Definitions¶
When it comes to timeseries data, there are lots of terms tossed about that can lead to some confusion. This page is a sort of glossary that helps to define words related to the use of OpenTSDB.
Cardinality¶
Cardinality is a mathematical term defined as the number of elements in a set. In database lingo, it’s often used to refer to the number of unique items in an index. With regards to OpenTSDB it can refer to:
The number of unique time series for a given metric
The number of unique tag values associated with a tag name
Due to the nature of the OpenTSDB storage schema, metrics with higher cardinality may take longer return results during query execution than those with lower cardinality. E.g. we may have metric foo
with the tag name datacenter
and there are 100 possible values for datacenter. Then we have metric bar
with the tag host
and 50,000 possible values for host. Metric bar
has a higher cardinality than foo
: 50,000 possible time series for bar
an only 100 for foo
.
Compaction¶
An OpenTSDB compaction takes multiple columns in an HBase row and merges them into a single column to reduce disk space. This is not to be confused with HBase compactions where multiple edits to a region are merged into one. OpenTSDB compactions can occur periodically for a TSD after data has been written, or during a query.
Data Point¶
Each of the metrics above can be recorded as a number at a specific time. For example, we could record that Sue worked 8 hours at the end of each day. Or that “mylogo.jpg” was downloaded 400 times in the past hour. Thus a datapoint consists of:
A metric
A numeric value
A timestamp when the value was recorded
One or more sets of tags
Metric¶
A metric is simply the name of a quantitative measurement. Metrics include things like:
hours worked by an employee
webserver downloads of a file
snow accumulation in a region
Note
Notice that the metric
did not include a specific number or a time.
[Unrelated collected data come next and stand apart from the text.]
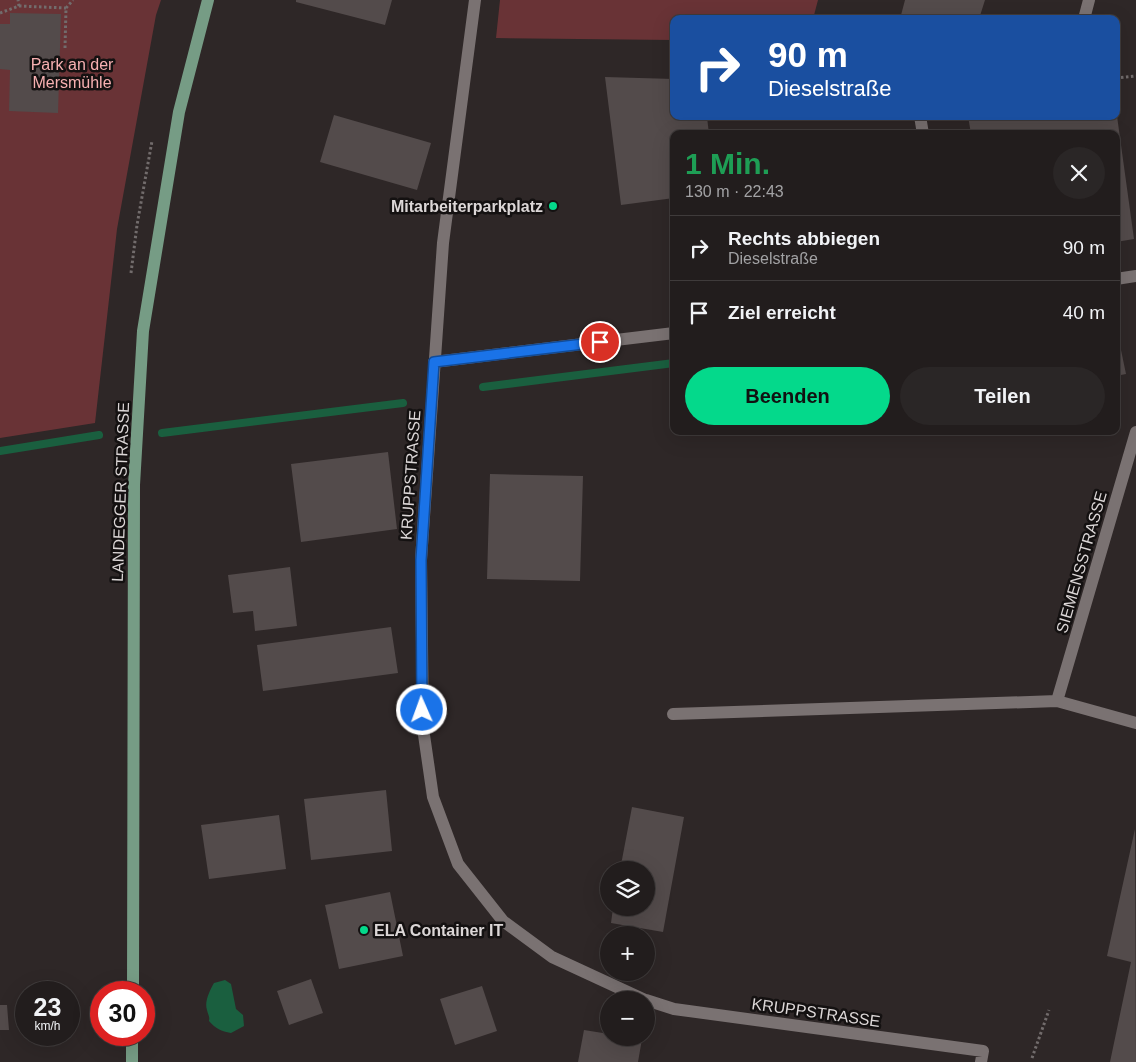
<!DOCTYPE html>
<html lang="de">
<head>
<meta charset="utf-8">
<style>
  :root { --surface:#221d1d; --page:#2a2626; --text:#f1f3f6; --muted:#a2a2a4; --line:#3f3b3b; --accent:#04d98b }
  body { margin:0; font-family:Arial,sans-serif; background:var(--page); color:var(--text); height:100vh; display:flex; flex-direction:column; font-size:19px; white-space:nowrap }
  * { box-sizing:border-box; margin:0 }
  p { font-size:16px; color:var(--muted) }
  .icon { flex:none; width:28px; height:28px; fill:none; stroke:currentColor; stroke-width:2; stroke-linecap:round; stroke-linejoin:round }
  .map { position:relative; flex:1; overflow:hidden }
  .details { position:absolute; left:670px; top:130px; width:450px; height:305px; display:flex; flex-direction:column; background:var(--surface); border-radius:10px; box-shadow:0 5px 20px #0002,0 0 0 1px var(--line) }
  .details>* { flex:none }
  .guide { position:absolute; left:670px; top:15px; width:450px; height:105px; border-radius:10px; box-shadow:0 5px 20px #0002,0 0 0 1px var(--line); background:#1a4fa0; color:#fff; overflow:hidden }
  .buttons { position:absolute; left:600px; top:861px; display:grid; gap:10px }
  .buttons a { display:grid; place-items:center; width:55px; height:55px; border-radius:50%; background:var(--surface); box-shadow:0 5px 20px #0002,0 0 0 1px var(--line); font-size:25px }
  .speed { position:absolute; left:15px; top:981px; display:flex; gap:10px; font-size:25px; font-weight:700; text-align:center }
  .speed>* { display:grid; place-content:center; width:65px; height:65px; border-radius:50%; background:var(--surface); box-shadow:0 5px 20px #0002,0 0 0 1px var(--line); line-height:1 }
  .speed small { font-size:12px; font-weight:400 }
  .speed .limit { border:8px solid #d22; background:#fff; color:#111 }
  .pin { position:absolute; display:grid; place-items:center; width:42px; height:42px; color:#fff; margin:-21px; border:2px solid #fff; border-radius:50%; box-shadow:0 1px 5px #0007 }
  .me { position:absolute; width:55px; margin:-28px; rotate:358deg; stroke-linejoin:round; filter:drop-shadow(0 0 4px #0008) }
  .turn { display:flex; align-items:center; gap:18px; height:105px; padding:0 15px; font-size:22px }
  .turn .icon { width:65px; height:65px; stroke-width:2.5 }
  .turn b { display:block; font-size:35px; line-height:42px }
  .round { display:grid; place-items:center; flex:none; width:52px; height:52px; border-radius:26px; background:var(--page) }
  .head { display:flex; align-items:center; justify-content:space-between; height:85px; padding:0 15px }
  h1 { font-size:30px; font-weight:800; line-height:38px; color:#1e9e55 }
  .cta { display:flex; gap:10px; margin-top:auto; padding:10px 15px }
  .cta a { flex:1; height:58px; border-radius:30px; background:var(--accent); color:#111; font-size:20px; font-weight:800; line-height:58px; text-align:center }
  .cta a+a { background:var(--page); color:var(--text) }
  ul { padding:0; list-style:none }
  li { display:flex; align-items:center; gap:15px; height:65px; padding:0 15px; border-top:1px solid var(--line) }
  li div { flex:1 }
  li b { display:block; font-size:19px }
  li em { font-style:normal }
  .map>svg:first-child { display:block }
  .green { fill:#693336 }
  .water { fill:#1a5f3f }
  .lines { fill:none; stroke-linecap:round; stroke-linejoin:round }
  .stream { stroke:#1a5f3f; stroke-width:8 }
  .building { fill:#534b4b }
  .path { stroke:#726c6c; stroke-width:3; stroke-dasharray:2.5 2.5; stroke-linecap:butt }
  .minor { stroke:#7a7272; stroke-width:12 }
  .major { stroke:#769c85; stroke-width:12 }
  .route-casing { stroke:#114b97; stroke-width:12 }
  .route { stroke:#1a73e8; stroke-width:9 }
  .poi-dot { fill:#04d98b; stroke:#141111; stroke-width:2 }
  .labels { text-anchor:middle; stroke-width:5; stroke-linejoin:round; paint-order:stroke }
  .park-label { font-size:16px; fill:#f7b0b1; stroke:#141111 }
  .poi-label { font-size:16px; font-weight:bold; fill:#dcd7d7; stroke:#141111; text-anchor:end }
  .street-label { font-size:16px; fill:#dcd7d7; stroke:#141111 }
</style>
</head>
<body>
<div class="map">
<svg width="1136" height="1062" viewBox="0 0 1136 1062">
  <rect width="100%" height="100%" fill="#2e2727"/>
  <path class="green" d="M 0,0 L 161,0 L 156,15 L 117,229 L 95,423 L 0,438 Z
    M 500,0 L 818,0 L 813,19 L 674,19 L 674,40 L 496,38 Z"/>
  <path class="water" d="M 225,980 L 231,984 L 236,1009 L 243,1015 L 244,1026 L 231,1033 C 221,1031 216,1029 209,1021 C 210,1016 208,1015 207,1010 C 204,1002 210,990 214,983 Z"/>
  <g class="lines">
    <path class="stream" d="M 483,387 L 674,363
      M 162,433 L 403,403
      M 0,451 L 99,435"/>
  </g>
  <path class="building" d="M 296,0 L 392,0 L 385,25 L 296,2 Z
    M 905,0 L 985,0 L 979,19 L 900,19 Z
    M 10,13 L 61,14 L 58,113 L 9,111 L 10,70 L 0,69 L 0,24 L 10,24 Z
    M 605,77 L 674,79 L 674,116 L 684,116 L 683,120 L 707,117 L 709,134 L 674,134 L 674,198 L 621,205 Z
    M 334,115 L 431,143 L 417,190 L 320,162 Z
    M 968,116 L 1117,116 L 1134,239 L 1116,242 L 1116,134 L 971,134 Z
    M 1116,326 L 1126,374 L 1116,376 Z
    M 388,452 L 397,529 L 301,542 L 291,464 Z
    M 490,474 L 583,476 L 580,581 L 487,579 Z
    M 290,567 L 297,626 L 255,631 L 253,611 L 233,613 L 228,575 Z
    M 391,627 L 398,673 L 263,691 L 257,645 Z
    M 386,790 L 392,851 L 311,860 L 304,799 Z
    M 632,807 L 684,817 L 663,932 L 611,923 L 613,908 L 646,908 L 646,870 L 620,870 Z
    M 279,815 L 286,869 L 209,879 L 201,825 Z
    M 1135,829 L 1136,1062 L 1110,1062 L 1131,962 L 1107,956 Z
    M 390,892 L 403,956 L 339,969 L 325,905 Z
    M 311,979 L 323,1013 L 289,1025 L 277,991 Z
    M 482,986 L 497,1031 L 455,1045 L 440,999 Z
    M 0,1005 L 7,1005 L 9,1030 L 0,1030 Z
    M 584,1030 L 609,1034 L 609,1038 L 642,1039 L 638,1062 L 578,1062 Z"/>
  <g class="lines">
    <path class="path" d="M 19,6 L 66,8
      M 0,13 L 19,6 L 18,0
      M 65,48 L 66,8 L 73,0
      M 1116,78 L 1136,76
      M 131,273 L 137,225 L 152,141
      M 1032,1058 L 1049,1010"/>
    <path class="minor" d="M 475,0 L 443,243 L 421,560 L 423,728 L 433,797 L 458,864 L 503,921 L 552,957 L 645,1000
      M 1084,19 L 1089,0
      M 920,116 L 923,134
      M 1116,279 L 1136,276
      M 434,362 L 674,333
      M 1057,701 L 1136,432
      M 673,714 L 1057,701 L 1136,723
      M 646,1000 L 674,1009 L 983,1051 L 981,1062"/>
    <path class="major" d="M 133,992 L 134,485 L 143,331 L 179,112 L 208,0
      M 132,1062 L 132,1035"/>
  </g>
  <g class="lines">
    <g class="route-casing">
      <path id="route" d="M 422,710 L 421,560 L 434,362 L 600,342"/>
    </g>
    <use href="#route" class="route"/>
  </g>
  <g class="poi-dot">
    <circle cx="553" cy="206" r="5"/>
    <circle cx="364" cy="930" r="5"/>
  </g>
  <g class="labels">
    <g class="park-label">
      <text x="72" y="70">Park an der<tspan x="72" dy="18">Mersmühle</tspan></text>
    </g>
    <g class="poi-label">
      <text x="543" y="212">Mitarbeiterparkplatz</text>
      <text x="374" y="936" text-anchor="start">ELA Container IT</text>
    </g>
    <g class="street-label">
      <text transform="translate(410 475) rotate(-86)" y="6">KRUPPSTRASSE</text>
      <text transform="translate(120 492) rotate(-88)" y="6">LANDEGGER STRASSE</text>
      <text transform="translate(1081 562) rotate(-74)" y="6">SIEMENSSTRASSE</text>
      <text transform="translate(816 1012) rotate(8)" y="6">KRUPPSTRASSE</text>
    </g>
  </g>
</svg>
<div class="buttons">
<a><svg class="icon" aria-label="layers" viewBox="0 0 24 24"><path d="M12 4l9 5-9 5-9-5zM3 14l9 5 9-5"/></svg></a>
<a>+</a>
<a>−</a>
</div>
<div class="speed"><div>23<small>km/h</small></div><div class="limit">30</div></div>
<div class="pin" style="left:600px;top:342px;background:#d93025"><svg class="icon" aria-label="arrive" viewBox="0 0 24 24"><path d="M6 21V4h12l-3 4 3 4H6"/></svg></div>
<svg class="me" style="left:422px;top:710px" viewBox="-20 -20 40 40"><circle r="17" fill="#1a73e8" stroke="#fff" stroke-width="3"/><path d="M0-11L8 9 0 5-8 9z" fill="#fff"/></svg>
<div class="guide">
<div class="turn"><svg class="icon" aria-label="right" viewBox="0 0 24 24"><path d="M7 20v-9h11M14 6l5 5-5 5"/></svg><div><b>90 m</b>Dieselstraße</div></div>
</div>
<section class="details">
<div class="head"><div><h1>1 Min.</h1><p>130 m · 22:43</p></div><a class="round"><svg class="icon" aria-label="close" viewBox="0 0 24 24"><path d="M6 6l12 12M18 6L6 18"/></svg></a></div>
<ul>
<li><svg class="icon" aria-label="right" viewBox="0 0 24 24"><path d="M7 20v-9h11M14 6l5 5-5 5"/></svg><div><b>Rechts abbiegen</b><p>Dieselstraße</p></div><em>90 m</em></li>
<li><svg class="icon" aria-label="arrive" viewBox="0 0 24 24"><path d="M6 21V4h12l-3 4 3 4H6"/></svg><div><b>Ziel erreicht</b></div><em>40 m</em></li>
</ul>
<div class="cta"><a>Beenden</a><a>Teilen</a></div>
</section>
</div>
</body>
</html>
That is becaue a metric
is just a label of what you are measuring. The actual measurements are called datapoints
, as you’ll see later.
Unfortunately OpenTSDB requires metrics to be named as a single, long word without spaces. Thus metrics are usually recorded using “dotted notation”. For example, the metrics above would have names like:
hours.worked
webserver.downloads
accumulation.snow
Time Series¶
A collection of two or more data points for a single metric and group of tag name/value pairs.
Timestamp¶
Timestamps are simply the absolute time when a value for a given metric was recorded.
Value¶
A value represents the actual numeric measurement of the given metric. One of our employees, Sue, worked 8 hours yesterday, thus the value would be 8
. There were 1,024 downloads of logo.jpg
from our webserver in the past hour. And 12 inches of snow fell in New England today.